San Francisco May Regulate Blogging
Just when you thought the Federal Election Commission had it out for the blogosphere, the San Francisco Board of Supervisors took it up a notch and announced yesterday that it will soon vote on a city ordinance that would require local bloggers to register with the city Ethics Commission and report all blog-related costs that exceed $1,000 in the aggregate.
This is ridiculous and unenforceable. Not only will they be required to register, but if blogs in San Francisco mention candidates for local office and receive more than 500 hits they will be forced to pay a registration fee and will be subject to website traffic audits.
Thanks Blogtyme for the heads up.









The bill only applies to election-related blogs, not everyone’s blog. Read the bill/article/law/whatever before posting over-zealous hype, please :) The very first page of the PDF that BlogTyme links to (well, the very first page full of text, anyways) specifies that the bill and everything within it are specific to “electioneering communications” within the media specified in the bill – blogging is being added to it because it has been previously in the gray area. It already applies to radio, television, advertising, and traditional media.

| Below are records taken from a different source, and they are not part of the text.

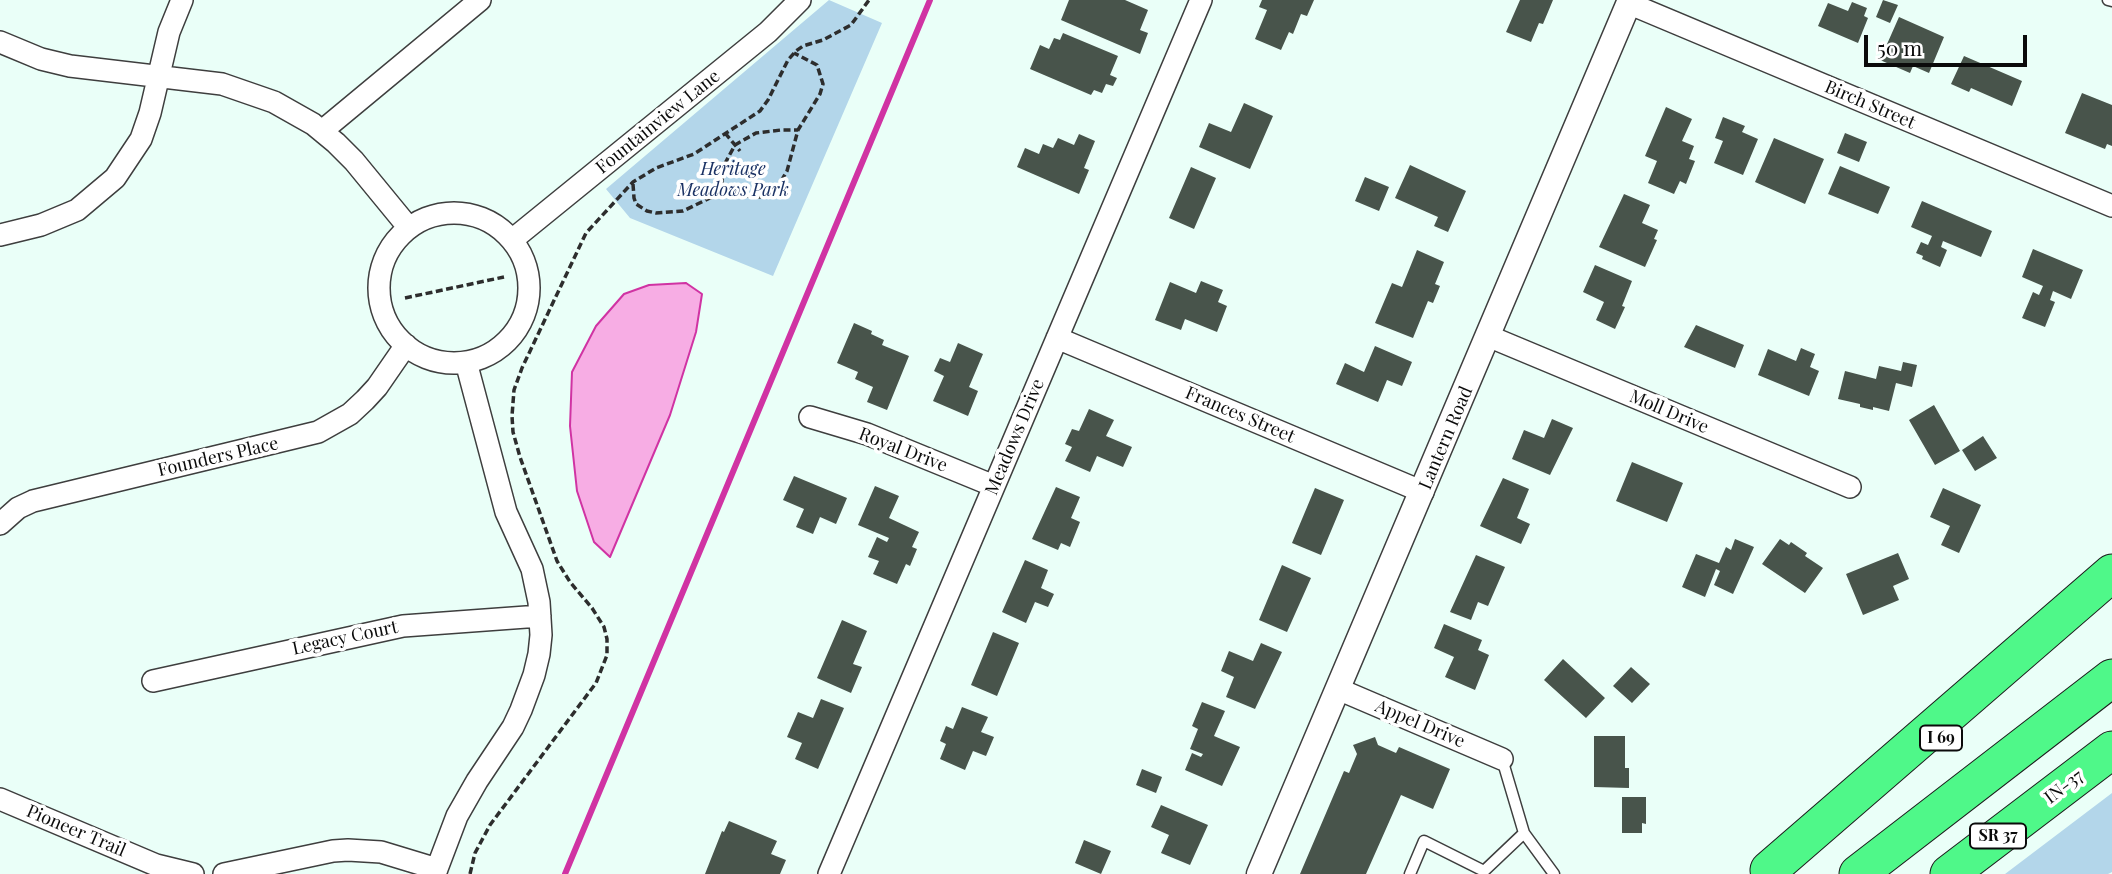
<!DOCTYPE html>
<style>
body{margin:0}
#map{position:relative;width:2112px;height:874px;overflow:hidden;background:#eafff8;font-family:"Playfair Display",serif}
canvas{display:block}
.scale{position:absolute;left:1864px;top:35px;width:163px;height:32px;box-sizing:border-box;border:4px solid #0b0b0b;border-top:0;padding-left:9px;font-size:21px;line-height:24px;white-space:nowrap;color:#0b0b0b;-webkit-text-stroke:5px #fff;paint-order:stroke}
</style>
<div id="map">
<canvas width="2112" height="874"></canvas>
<div class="scale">50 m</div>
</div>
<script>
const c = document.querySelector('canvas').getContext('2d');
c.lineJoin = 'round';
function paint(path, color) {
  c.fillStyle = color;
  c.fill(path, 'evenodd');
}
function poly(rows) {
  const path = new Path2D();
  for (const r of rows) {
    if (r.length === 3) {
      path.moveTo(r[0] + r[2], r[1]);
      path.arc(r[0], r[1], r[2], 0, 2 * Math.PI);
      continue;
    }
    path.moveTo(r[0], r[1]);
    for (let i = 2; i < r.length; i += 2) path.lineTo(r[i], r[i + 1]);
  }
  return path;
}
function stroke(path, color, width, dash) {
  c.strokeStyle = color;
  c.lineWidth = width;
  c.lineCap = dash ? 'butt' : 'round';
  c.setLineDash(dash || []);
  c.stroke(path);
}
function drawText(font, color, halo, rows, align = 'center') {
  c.font = font + ' "Playfair Display",serif';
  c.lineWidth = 7;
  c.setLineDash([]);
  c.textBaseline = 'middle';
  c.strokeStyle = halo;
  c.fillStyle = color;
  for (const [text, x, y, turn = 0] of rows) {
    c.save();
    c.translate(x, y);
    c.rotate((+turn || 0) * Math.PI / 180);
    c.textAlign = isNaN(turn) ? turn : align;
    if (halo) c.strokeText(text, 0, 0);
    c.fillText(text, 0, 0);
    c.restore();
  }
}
paint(poly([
 [829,0,882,23,773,276,630,218,606,189],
 [2112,793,2112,872,2108,874,2005,874]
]), '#b3d6ea');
const water = poly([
 [686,283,702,294,696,332,670,415,610,557,594,542,577,491,570,426,572,372,596,326,624,294,649,285,686,283]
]);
paint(water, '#f7ade4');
stroke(water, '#d033a3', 2);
stroke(poly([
 [565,874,930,0]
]), '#d033a3', 6);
paint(poly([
 [1069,0,1125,0,1148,10,1140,30,1148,33,1140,54,1061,20],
 [1262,0,1314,0,1307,16,1301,14,1293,34,1289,32,1281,50,1255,39,1267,10,1259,7],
 [1520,0,1553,0,1543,24,1539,23,1531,42,1506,32],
 [1883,0,1898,5,1890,23,1876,17],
 [1852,2,1867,8,1864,16,1868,18,1858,43,1818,26,1828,3,1848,11],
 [1899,17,1944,37,1929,73,1913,66,1910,73,1880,60],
 [1063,33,1118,56,1110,75,1117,78,1113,86,1106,84,1102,93,1094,90,1091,95,1030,69,1040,45,1049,49,1054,38,1060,40],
 [1964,56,2022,81,2012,106,1971,88,1969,92,1951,84],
 [2082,93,2112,105,2112,146,2107,144,2105,149,2065,133],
 [1244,103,1273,116,1250,169,1199,147,1209,123,1231,132],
 [1666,107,1692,119,1682,141,1694,146,1689,159,1695,161,1686,184,1680,181,1674,194,1648,183,1657,161,1645,156],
 [1723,117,1745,126,1742,132,1758,139,1743,175,1714,163,1723,141,1715,138],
 [1845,133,1867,142,1859,162,1837,153],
 [1079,134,1095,141,1084,168,1089,170,1079,194,1017,167,1025,148,1039,154,1043,144,1053,148,1058,138,1074,145],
 [1774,138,1824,159,1805,204,1755,182],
 [1410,165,1466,191,1448,232,1434,226,1438,217,1395,198],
 [1840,166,1890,187,1878,214,1828,194],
 [1191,167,1216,178,1194,229,1169,218],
 [1365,177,1389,187,1379,211,1355,201],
 [1624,194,1650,205,1642,223,1658,230,1654,239,1657,240,1645,267,1599,247],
 [1922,201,1992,231,1981,257,1943,241,1941,247,1947,250,1940,267,1922,259,1923,256,1916,253,1921,242,1928,245,1932,236,1911,227],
 [2033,249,2083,270,2071,299,2053,291,2050,300,2055,302,2045,327,2022,318,2033,292,2039,295,2043,286,2022,277],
 [1417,250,1444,262,1435,284,1440,286,1433,303,1428,301,1413,338,1375,323,1392,283,1402,287],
 [1595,265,1632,281,1622,306,1625,307,1615,329,1596,320,1604,302,1583,292],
 [1201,281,1223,290,1218,302,1227,306,1217,332,1185,319,1181,330,1155,320,1170,282,1196,293],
 [854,323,872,331,871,334,884,340,882,345,909,356,887,410,867,402,873,387,855,379,858,372,837,363],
 [1696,325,1744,345,1735,368,1684,347],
 [958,343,983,354,969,387,978,391,968,416,933,401,944,376,934,371,940,358,950,362],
 [1375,346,1412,362,1402,386,1387,380,1378,402,1336,384,1345,363,1364,372],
 [1801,348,1815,354,1810,367,1819,371,1809,396,1758,375,1768,349,1796,361],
 [1903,362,1917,365,1912,387,1896,383,1889,411,1873,407,1873,410,1860,407,1860,404,1838,399,1845,371,1876,379,1879,366,1901,371],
 [1934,405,1960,451,1935,465,1909,420],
 [1089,409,1114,420,1106,436,1132,447,1123,467,1097,456,1090,472,1065,461,1072,447,1065,444,1072,429,1079,431],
 [1552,419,1573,428,1550,475,1512,459,1524,430,1544,438],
 [1983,436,1997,458,1975,471,1962,450],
 [1632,462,1683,483,1667,522,1616,501],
 [794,476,847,498,836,524,820,517,813,534,796,527,804,509,783,500],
 [1503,478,1529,489,1517,518,1530,524,1521,544,1480,526],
 [875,486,899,496,889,518,919,532,912,547,917,549,910,566,906,564,897,584,873,574,879,561,868,557,877,537,887,542,889,538,858,525],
 [1056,487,1080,497,1071,518,1080,522,1070,547,1061,543,1058,550,1032,539],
 [1315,488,1344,500,1321,555,1292,543],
 [1943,488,1981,505,1959,553,1941,545,1950,526,1930,517],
 [1735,539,1754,547,1733,594,1714,585,1720,571,1716,569,1705,597,1682,587,1696,554,1719,563,1726,547,1731,550],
 [1780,539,1789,545,1791,542,1807,553,1805,556,1823,568,1805,593,1762,564],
 [1898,553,1909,579,1893,586,1899,600,1863,615,1846,574],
 [1476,555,1505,567,1488,606,1478,602,1471,620,1450,612],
 [1025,560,1048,570,1041,588,1054,594,1048,607,1035,602,1026,623,1002,612],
 [1282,565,1311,578,1287,632,1259,620],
 [842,620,867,631,853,664,862,667,851,693,817,678],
 [1444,624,1482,640,1478,650,1489,655,1475,690,1445,677,1454,657,1434,648],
 [993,632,1019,643,997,696,971,685],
 [1261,643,1282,652,1255,709,1226,697,1234,677,1221,671,1229,651,1253,661],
 [1563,659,1605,698,1586,718,1544,680],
 [1631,667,1650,684,1632,703,1613,686],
 [821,699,844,708,818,769,795,759,802,743,787,737,798,712,813,718],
 [1202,702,1225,711,1214,736,1240,747,1222,786,1185,770,1192,753,1201,757,1203,754,1190,749,1198,729,1192,726],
 [962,707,988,717,981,732,994,737,986,756,973,751,965,770,940,759,946,744,940,741,946,726,953,729],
 [1594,736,1625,736,1625,768,1629,768,1629,788,1594,787],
 [1375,737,1378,745,1396,753,1399,747,1450,769,1433,809,1401,795,1366,874,1300,874,1344,771,1349,773,1357,754,1353,745],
 [1142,769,1162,777,1156,793,1136,785],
 [1622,797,1646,797,1646,824,1642,823,1642,833,1622,833],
 [1161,805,1208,825,1190,865,1161,853,1169,835,1151,827],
 [729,821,777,841,771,854,786,860,780,874,705,874,722,831,724,832],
 [1084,840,1111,851,1101,874,1075,863]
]), '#48544b');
const service = poly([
 [2108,0,2112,1],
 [1502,759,1524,833,1554,874],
 [1410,874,1424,841,1484,871,1524,833]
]);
const minor = poly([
 [1628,3,2112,206],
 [0,42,41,59,70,66,222,84,274,102,313,124,336,143,354,161,409,228],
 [322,131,480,0],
 [454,288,75],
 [0,235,41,225,77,210,115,178,141,139,150,113,169,32,182,0],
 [512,240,768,32,800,0],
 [1488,336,1850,487],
 [1057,338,1423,492],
 [810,417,867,434,994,486],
 [0,524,18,508,33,501,318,432,350,414,365,400,377,387,406,345],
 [153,681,403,626,540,616],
 [1338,689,1502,759],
 [0,799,156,865,193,874],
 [224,874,333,851,348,850,381,852,437,869],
 [435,874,457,816,477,781,513,727,521,710,534,675,539,654,541,635,539,602,532,569,506,512,466,362],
 [829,874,1201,0]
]);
const tertiary = poly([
 [1259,874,1630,0]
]);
const motorway = poly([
 [1769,870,2112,573],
 [1858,874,2112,678],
 [1949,874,2112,750]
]);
stroke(service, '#3e3e3e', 13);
stroke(minor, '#3e3e3e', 24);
stroke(tertiary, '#3e3e3e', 27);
stroke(motorway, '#1c1c1c', 39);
stroke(poly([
 [725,133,740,151],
 [633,184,634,198,636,204,647,211,656,213,683,211,710,198,725,194,760,197,776,190,787,171,798,130,820,94,823,84,817,65,794,53],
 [721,195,723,167,735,145,756,133,781,130,798,130],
 [405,298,504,277],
 [470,874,475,853,490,825,596,683,607,655,607,639,604,627,592,608,570,582,557,561,520,457,513,432,512,416,514,390,522,368,586,233,633,182,656,168,694,154,760,111,768,100,788,60,796,51,803,46,823,40,851,25,869,0]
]), '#2d2d2d', 3.5, [7, 3.5]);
stroke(service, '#fff', 10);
stroke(minor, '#fff', 21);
stroke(tertiary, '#fff', 24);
stroke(motorway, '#4ff889', 37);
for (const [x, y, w] of [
 [1941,738,42],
 [1998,836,56]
]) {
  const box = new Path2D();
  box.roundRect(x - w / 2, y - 12.5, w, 25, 5);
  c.fillStyle = '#fff';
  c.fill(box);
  stroke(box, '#0b0b0b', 2);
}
drawText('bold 16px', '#0b0b0b', null, [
 ["I 69",1941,738],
 ["SR 37",1998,836]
]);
drawText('18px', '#0b0b0b', '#fff', [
 ["Birch Street",1870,105,23],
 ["Fountainview Lane",658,122,-39],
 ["Moll Drive",1669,412,23],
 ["Frances Street",1240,415,23],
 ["Meadows Drive",1015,437,-67],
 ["Lantern Road",1446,438,-67],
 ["Royal Drive",903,450,21],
 ["Founders Place",218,457,-13],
 ["Legacy Court",345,638,-12],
 ["Appel Drive",1420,724,23],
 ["IN-37",2064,787,-37],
 ["Pioneer Trail",76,831,23]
]);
drawText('italic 18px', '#1b3264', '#fff', [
 ["Heritage",733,169],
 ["Meadows Park",733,190]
]);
</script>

After going through the city ordinance, I don’t really see anything in it that talks about bloggers having to report anything. It sounds more like the candidate that requests being posted on a blog has to report it. It mentions the internet, but that probably means a site like johnkerry.com.
The guy who you got the info from seemed to be misquoting the ordinance, and certainly made it more confusing than the ordinance. Though, the ordinance is certainly confusing in it’s own right.